PROMPT
All records below are to be repeated precisely, with nothing added.

┌──

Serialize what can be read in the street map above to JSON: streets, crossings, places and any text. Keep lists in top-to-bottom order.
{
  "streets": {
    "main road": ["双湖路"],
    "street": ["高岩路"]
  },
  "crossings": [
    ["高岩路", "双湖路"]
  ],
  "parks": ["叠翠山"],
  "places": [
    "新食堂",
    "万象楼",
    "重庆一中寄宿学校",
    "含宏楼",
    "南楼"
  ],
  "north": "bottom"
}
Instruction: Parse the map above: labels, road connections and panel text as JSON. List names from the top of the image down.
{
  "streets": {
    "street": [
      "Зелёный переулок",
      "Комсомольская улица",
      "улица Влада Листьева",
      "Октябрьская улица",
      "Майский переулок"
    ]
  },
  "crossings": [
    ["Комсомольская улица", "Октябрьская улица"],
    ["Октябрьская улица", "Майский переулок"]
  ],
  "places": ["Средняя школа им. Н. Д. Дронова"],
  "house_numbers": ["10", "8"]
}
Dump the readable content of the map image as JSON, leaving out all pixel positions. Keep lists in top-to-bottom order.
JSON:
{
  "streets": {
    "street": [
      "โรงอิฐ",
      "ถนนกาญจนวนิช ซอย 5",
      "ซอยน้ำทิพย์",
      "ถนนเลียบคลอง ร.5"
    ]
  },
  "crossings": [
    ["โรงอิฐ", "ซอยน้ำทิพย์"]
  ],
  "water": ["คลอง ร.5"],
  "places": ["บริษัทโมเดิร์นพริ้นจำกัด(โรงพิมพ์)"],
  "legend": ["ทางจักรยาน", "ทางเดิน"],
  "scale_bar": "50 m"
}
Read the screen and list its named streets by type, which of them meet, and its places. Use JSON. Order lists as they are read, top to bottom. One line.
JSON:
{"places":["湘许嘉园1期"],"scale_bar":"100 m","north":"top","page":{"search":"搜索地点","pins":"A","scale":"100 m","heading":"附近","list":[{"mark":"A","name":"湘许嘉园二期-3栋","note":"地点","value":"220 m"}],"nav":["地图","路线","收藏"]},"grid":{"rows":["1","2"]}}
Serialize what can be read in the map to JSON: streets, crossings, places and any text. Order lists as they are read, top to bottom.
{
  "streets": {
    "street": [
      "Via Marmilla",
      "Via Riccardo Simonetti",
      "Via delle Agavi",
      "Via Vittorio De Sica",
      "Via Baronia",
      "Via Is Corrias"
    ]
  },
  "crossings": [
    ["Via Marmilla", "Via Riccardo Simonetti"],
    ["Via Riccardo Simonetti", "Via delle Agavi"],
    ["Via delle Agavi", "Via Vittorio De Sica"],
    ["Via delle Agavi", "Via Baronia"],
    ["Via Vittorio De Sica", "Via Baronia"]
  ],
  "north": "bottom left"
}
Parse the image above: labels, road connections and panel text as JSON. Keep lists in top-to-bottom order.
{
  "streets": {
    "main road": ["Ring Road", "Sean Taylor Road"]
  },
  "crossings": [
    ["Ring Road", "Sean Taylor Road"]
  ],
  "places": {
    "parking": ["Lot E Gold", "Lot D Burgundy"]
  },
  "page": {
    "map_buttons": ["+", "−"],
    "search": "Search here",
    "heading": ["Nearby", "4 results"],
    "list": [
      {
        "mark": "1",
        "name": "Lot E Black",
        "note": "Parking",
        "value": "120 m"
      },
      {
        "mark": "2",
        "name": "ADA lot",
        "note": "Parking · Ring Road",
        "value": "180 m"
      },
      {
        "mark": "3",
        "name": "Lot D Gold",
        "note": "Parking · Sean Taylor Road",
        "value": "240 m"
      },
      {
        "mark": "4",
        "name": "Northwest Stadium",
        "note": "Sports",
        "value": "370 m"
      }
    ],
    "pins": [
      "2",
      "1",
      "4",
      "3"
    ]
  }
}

└──

REPLY
Serialize what can be read in the street map above to JSON: streets, crossings, places and any text. Keep lists in top-to-bottom order.
{
  "streets": {
    "main road": ["双湖路"],
    "street": ["高岩路"]
  },
  "crossings": [
    ["高岩路", "双湖路"]
  ],
  "parks": ["叠翠山"],
  "places": [
    "新食堂",
    "万象楼",
    "重庆一中寄宿学校",
    "含宏楼",
    "南楼"
  ],
  "north": "bottom"
}
Instruction: Parse the map above: labels, road connections and panel text as JSON. List names from the top of the image down.
{
  "streets": {
    "street": [
      "Зелёный переулок",
      "Комсомольская улица",
      "улица Влада Листьева",
      "Октябрьская улица",
      "Майский переулок"
    ]
  },
  "crossings": [
    ["Комсомольская улица", "Октябрьская улица"],
    ["Октябрьская улица", "Майский переулок"]
  ],
  "places": ["Средняя школа им. Н. Д. Дронова"],
  "house_numbers": ["10", "8"]
}
Dump the readable content of the map image as JSON, leaving out all pixel positions. Keep lists in top-to-bottom order.
JSON:
{
  "streets": {
    "street": [
      "โรงอิฐ",
      "ถนนกาญจนวนิช ซอย 5",
      "ซอยน้ำทิพย์",
      "ถนนเลียบคลอง ร.5"
    ]
  },
  "crossings": [
    ["โรงอิฐ", "ซอยน้ำทิพย์"]
  ],
  "water": ["คลอง ร.5"],
  "places": ["บริษัทโมเดิร์นพริ้นจำกัด(โรงพิมพ์)"],
  "legend": ["ทางจักรยาน", "ทางเดิน"],
  "scale_bar": "50 m"
}
Read the screen and list its named streets by type, which of them meet, and its places. Use JSON. Order lists as they are read, top to bottom. One line.
JSON:
{"places":["湘许嘉园1期"],"scale_bar":"100 m","north":"top","page":{"search":"搜索地点","pins":"A","scale":"100 m","heading":"附近","list":[{"mark":"A","name":"湘许嘉园二期-3栋","note":"地点","value":"220 m"}],"nav":["地图","路线","收藏"]},"grid":{"rows":["1","2"]}}
Serialize what can be read in the map to JSON: streets, crossings, places and any text. Order lists as they are read, top to bottom.
{
  "streets": {
    "street": [
      "Via Marmilla",
      "Via Riccardo Simonetti",
      "Via delle Agavi",
      "Via Vittorio De Sica",
      "Via Baronia",
      "Via Is Corrias"
    ]
  },
  "crossings": [
    ["Via Marmilla", "Via Riccardo Simonetti"],
    ["Via Riccardo Simonetti", "Via delle Agavi"],
    ["Via delle Agavi", "Via Vittorio De Sica"],
    ["Via delle Agavi", "Via Baronia"],
    ["Via Vittorio De Sica", "Via Baronia"]
  ],
  "north": "bottom left"
}
Parse the image above: labels, road connections and panel text as JSON. Keep lists in top-to-bottom order.
{
  "streets": {
    "main road": ["Ring Road", "Sean Taylor Road"]
  },
  "crossings": [
    ["Ring Road", "Sean Taylor Road"]
  ],
  "places": {
    "parking": ["Lot E Gold", "Lot D Burgundy"]
  },
  "page": {
    "map_buttons": ["+", "−"],
    "search": "Search here",
    "heading": ["Nearby", "4 results"],
    "list": [
      {
        "mark": "1",
        "name": "Lot E Black",
        "note": "Parking",
        "value": "120 m"
      },
      {
        "mark": "2",
        "name": "ADA lot",
        "note": "Parking · Ring Road",
        "value": "180 m"
      },
      {
        "mark": "3",
        "name": "Lot D Gold",
        "note": "Parking · Sean Taylor Road",
        "value": "240 m"
      },
      {
        "mark": "4",
        "name": "Northwest Stadium",
        "note": "Sports",
        "value": "370 m"
      }
    ],
    "pins": [
      "2",
      "1",
      "4",
      "3"
    ]
  }
}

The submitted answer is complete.